Berpegang dengan Al-Kitab
dan Sunnah
oleh : Ustadz Abul Asybal, Lc.
Al-Kitab dan Sunnah yaitu wahyu yang Tuhan turunkan kepada Nabi-Nya, Muhammad -alaihish sholatu was salam- sebagai anutan dan petunjuk serta bimbingan bagi umat Islam dalam mengarungi kehidupan dunia hingga mereka berjumpa dengan Tuhan -Azza wa Jalla-.
Al-Kitab dan Sunnah kini mulai ditinggalkan dan ditelantarkan oleh kaum muslimin, dimana mereka mengambil pedoman-pedoman lain, berupa ucapan insan yang tak ma'shum. Mereka lebih senang mengambil dan mengadopsi ucapan para syaikh dan guru mereka, tanpa memperhatikan benar tidaknya!! Bahkan seringkali kebatilannya telah terperinci dan konkret di depan mata, namun mereka tetap mengikutinya, seakan mengikuti Al-Qur'an dan Sunnah Nabi -Shallallahu alaihi wa sallam-!!!
Lebih para dari semua itu, sebagian kalangan yang menganggap dirinya sebagai golongan intelektual dipermainkan oleh kaum kafir yang meniupkan dan membuatkan asumsi bahwa undang-undang buatan Belanda, Perancis, Amerika, dan sekutunya yaitu lebih baik dibandingkan undang-undang dan syariat Tuhan yang terdapat dalam Al-Qur'an dan Sunnah.
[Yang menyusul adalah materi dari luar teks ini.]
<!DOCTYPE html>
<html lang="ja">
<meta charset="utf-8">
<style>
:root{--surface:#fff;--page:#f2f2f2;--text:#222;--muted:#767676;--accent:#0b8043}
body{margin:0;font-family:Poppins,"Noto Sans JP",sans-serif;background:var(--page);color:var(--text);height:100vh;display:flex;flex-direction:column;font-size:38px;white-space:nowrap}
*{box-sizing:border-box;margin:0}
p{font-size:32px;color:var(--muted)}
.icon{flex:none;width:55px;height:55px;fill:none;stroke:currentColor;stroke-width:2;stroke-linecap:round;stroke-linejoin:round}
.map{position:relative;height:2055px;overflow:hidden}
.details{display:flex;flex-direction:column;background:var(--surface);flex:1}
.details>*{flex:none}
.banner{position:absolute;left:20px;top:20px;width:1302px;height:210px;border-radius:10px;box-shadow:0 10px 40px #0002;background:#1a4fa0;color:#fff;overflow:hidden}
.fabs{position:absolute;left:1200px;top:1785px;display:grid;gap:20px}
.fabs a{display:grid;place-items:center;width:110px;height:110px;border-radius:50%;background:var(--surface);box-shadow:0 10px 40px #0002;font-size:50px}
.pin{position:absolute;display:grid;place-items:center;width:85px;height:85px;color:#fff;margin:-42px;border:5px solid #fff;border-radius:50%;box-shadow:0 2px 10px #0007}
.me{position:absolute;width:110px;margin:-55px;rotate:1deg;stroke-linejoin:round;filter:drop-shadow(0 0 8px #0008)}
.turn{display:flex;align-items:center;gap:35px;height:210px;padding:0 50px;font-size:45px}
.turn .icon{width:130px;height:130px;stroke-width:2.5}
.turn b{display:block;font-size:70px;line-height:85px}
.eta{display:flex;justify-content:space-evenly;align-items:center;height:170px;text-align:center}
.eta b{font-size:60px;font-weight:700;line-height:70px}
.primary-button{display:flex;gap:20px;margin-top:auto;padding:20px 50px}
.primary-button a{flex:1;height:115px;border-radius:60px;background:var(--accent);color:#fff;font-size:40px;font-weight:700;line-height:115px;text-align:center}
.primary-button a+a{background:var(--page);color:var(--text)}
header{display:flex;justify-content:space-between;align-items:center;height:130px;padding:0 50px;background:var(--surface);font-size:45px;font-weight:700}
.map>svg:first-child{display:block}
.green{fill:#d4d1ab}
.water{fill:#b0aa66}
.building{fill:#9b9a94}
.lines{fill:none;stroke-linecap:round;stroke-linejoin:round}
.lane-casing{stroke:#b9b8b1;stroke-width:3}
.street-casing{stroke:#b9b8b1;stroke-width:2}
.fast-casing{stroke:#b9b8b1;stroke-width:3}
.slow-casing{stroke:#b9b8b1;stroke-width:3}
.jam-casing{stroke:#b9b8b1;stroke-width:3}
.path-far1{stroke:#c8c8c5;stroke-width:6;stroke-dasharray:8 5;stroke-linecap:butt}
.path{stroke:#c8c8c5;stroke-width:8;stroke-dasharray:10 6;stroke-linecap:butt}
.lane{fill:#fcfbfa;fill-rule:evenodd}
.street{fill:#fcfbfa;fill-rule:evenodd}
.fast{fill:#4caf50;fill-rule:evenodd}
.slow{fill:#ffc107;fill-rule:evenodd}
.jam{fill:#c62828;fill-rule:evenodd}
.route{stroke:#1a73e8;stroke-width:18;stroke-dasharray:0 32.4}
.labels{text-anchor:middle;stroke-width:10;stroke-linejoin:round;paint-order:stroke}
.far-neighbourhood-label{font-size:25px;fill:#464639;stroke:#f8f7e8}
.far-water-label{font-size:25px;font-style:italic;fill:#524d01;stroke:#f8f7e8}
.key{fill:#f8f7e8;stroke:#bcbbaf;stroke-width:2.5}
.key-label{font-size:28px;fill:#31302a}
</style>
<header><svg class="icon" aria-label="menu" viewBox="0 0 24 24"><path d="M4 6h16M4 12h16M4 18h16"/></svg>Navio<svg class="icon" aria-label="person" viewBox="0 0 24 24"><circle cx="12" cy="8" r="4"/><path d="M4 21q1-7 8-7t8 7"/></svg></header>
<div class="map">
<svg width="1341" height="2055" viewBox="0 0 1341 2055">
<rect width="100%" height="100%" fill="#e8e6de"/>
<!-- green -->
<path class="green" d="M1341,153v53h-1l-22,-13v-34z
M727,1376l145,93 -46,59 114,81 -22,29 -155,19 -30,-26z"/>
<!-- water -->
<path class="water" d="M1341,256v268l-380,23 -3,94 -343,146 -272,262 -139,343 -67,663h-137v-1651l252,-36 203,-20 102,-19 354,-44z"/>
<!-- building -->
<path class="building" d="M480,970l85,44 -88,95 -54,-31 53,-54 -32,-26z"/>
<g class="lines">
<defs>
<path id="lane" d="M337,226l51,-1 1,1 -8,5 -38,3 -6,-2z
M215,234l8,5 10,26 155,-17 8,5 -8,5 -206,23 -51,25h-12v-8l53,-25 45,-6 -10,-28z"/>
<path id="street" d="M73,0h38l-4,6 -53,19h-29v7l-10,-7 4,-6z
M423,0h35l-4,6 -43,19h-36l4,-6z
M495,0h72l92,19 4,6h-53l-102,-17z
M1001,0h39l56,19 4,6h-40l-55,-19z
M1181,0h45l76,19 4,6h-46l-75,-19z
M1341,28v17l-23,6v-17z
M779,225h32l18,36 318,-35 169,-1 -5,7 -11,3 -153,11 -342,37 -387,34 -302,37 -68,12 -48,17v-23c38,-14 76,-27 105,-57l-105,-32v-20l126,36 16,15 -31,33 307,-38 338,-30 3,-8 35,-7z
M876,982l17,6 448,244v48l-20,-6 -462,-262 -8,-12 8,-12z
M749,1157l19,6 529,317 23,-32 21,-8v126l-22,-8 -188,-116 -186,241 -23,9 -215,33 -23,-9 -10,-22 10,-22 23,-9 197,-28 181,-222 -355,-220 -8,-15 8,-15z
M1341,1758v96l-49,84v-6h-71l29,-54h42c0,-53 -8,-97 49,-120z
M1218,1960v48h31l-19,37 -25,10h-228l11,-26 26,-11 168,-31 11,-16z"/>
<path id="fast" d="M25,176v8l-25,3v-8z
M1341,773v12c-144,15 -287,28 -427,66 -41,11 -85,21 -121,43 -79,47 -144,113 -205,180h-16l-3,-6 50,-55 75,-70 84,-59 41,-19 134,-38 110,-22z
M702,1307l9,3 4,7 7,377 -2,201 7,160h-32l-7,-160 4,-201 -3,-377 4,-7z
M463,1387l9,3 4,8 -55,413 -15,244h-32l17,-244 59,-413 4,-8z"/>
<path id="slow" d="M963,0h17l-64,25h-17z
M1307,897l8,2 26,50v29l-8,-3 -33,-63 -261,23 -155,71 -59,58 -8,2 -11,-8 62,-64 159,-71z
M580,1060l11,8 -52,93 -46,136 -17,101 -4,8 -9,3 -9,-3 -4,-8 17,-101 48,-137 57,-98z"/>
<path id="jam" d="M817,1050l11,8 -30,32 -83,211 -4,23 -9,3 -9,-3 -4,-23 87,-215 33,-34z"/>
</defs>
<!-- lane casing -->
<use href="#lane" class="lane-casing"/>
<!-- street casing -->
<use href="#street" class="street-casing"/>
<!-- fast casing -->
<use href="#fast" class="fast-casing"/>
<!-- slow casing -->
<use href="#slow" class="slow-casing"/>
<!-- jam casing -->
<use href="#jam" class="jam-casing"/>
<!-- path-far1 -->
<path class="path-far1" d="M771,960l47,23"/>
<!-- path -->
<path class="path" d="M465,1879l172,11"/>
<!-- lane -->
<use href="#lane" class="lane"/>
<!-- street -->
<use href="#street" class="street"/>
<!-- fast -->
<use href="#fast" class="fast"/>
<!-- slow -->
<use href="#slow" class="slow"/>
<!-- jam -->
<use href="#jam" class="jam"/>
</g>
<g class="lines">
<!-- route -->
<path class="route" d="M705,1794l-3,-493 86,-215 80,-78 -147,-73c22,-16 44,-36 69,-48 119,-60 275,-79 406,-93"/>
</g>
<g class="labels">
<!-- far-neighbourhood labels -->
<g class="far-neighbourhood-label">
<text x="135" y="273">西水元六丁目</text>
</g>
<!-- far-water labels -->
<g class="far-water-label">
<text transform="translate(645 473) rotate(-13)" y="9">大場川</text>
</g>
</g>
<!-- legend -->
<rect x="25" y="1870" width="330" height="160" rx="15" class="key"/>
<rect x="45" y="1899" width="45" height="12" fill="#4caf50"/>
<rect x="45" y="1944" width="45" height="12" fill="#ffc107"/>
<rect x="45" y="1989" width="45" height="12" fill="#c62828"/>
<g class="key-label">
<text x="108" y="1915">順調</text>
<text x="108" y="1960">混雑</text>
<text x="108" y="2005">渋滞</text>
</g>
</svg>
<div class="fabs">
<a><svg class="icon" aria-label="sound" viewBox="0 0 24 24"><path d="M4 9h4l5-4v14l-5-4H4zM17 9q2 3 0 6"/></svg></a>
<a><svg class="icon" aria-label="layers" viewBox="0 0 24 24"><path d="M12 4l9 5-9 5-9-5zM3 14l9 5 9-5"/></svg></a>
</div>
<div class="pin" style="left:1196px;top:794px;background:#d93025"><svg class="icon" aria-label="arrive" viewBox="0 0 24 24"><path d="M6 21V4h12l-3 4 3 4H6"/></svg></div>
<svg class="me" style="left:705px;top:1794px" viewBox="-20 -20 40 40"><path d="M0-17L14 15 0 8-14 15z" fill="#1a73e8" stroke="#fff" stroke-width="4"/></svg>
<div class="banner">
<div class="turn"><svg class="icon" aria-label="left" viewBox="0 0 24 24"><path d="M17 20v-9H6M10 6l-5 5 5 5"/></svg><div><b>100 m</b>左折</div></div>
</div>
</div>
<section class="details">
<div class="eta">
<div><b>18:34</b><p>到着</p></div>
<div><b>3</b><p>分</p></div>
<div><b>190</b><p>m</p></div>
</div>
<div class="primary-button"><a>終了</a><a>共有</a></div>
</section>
Subhanallah, adakah insan lebih baik dibandingkan Penciptanya, yaitu Tuhan -Azza wa Jalla-? Jelas tidak mungkin lebih baik!!
Ini kenyataan sebagian insan muslim yang meninggalkan Al-Kitab (Al-Qur'an). Itulah yang dikeluhkan oleh Nabi -Shallallahu alaihi wa sallam- sebagaimana yang diabadikan di dalam Al-Qur'an,
وَقَالَ الرَّسُولُ يَا رَبِّ إِنَّ قَوْمِي اتَّخَذُوا هَذَا الْقُرْآَنَ مَهْجُورًا [الفرقان/30]
"Berkatalah Rasul: "Ya Tuhanku, Sesungguhnya kaumku menyebabkan Al Alquran itu sesuatu yang tidak diacuhkan". (QS. Al-Furqon : 30)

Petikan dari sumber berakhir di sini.